• **Work item**: Only the number should be given: how many lines below contain "rotate".

[Stored data]
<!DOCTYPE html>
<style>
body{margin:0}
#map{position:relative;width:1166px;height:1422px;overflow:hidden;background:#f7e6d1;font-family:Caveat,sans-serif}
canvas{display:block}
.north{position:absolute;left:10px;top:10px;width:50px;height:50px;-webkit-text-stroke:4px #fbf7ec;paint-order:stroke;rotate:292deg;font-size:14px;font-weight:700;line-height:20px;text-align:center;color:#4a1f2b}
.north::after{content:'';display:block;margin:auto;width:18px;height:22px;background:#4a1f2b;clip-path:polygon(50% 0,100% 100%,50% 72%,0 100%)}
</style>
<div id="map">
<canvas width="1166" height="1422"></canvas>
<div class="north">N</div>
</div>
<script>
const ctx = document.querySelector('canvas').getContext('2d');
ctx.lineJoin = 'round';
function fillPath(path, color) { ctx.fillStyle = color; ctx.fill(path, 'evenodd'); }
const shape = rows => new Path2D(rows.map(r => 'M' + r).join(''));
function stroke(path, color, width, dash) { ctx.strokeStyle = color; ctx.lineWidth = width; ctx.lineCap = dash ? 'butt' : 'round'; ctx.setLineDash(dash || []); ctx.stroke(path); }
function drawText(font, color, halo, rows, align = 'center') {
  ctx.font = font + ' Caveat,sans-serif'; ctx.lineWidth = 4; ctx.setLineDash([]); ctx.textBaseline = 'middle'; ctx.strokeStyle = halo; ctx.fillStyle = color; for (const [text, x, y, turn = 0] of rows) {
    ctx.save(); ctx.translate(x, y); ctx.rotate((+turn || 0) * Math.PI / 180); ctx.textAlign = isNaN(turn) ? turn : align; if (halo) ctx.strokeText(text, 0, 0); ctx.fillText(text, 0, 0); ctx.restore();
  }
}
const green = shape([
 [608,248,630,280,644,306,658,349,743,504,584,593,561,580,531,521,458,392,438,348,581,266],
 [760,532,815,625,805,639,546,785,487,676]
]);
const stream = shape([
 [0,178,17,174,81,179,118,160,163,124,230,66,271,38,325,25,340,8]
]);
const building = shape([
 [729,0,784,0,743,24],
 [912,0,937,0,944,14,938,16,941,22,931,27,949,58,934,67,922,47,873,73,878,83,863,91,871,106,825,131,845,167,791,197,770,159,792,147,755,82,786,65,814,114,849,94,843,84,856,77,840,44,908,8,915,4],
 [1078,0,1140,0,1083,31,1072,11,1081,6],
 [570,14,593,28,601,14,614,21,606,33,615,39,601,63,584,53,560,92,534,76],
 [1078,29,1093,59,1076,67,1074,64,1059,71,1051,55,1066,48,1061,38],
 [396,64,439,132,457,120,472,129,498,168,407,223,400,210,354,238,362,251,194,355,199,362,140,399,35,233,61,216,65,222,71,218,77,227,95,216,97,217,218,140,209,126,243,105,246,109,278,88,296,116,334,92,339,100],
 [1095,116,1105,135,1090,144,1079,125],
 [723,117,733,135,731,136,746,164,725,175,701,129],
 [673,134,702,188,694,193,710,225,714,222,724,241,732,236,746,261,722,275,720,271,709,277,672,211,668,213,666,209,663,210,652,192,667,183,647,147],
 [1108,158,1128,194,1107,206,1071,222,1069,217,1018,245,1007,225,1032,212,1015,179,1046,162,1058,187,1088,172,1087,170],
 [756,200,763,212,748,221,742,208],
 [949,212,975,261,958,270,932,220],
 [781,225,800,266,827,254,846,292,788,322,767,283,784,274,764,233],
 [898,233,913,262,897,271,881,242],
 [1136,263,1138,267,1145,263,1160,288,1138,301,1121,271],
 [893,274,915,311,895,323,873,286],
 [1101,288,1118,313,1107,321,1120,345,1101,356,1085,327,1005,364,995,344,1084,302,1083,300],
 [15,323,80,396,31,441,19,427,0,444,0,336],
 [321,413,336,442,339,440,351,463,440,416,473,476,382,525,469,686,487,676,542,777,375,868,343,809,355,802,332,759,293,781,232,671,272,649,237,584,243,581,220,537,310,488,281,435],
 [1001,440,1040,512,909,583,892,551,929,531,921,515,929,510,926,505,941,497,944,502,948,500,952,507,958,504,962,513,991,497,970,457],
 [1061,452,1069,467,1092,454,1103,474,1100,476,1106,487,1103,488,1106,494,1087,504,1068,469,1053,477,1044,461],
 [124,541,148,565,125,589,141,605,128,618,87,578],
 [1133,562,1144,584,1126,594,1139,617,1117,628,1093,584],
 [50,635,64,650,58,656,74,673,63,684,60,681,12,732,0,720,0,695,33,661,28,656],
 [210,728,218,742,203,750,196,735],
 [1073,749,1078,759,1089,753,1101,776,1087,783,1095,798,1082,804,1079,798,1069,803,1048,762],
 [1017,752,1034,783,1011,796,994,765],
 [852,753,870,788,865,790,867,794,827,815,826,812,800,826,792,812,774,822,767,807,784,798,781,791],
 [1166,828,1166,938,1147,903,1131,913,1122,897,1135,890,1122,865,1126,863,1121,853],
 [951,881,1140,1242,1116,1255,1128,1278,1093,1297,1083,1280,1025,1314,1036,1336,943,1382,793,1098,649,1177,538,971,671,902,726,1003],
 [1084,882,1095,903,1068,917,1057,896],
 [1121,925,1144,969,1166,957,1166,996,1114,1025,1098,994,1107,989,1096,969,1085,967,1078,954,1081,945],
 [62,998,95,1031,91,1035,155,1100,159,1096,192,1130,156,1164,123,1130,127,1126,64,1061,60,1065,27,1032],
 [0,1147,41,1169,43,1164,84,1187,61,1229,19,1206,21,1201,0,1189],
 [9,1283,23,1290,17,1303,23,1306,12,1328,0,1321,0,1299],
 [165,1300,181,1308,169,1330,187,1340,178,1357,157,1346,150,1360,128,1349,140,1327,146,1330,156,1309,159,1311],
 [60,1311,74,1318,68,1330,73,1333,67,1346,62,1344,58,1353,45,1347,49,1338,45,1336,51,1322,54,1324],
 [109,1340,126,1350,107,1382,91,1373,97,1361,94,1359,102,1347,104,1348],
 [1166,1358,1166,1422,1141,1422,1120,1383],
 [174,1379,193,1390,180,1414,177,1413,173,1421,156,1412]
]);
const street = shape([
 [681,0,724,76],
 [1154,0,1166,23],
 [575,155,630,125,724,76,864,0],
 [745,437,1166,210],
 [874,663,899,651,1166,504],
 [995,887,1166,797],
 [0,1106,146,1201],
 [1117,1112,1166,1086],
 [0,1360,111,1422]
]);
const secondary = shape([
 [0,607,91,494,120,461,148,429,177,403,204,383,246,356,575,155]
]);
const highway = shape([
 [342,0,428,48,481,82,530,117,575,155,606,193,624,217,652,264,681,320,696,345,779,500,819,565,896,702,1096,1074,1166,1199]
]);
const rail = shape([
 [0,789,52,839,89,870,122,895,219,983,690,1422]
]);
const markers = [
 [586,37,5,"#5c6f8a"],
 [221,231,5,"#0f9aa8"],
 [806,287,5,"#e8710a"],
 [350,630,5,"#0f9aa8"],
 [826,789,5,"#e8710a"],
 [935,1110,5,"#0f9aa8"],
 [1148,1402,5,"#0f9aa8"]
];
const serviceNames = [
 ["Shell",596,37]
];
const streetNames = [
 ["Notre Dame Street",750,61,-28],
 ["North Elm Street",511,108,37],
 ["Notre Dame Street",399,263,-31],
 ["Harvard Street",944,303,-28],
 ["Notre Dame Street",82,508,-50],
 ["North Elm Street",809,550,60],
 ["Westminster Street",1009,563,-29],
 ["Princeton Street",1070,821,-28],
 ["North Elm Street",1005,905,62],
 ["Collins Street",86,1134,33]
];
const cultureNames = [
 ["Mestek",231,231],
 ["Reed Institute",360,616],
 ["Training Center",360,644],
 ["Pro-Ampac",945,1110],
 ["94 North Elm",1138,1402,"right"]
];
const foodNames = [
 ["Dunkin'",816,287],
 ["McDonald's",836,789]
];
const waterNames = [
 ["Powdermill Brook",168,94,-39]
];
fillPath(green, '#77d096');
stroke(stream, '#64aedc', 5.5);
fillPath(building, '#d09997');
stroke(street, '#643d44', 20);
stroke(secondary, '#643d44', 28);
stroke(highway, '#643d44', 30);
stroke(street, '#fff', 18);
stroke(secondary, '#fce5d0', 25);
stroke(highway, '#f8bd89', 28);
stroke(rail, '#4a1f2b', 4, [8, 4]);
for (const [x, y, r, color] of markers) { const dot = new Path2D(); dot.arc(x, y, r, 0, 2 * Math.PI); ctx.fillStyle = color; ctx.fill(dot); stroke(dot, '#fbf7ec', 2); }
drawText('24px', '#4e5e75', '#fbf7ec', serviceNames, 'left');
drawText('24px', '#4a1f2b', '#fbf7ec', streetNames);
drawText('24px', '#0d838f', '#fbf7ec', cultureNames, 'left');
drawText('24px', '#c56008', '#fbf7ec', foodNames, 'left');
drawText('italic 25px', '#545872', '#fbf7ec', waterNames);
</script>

• **The completed task**: 2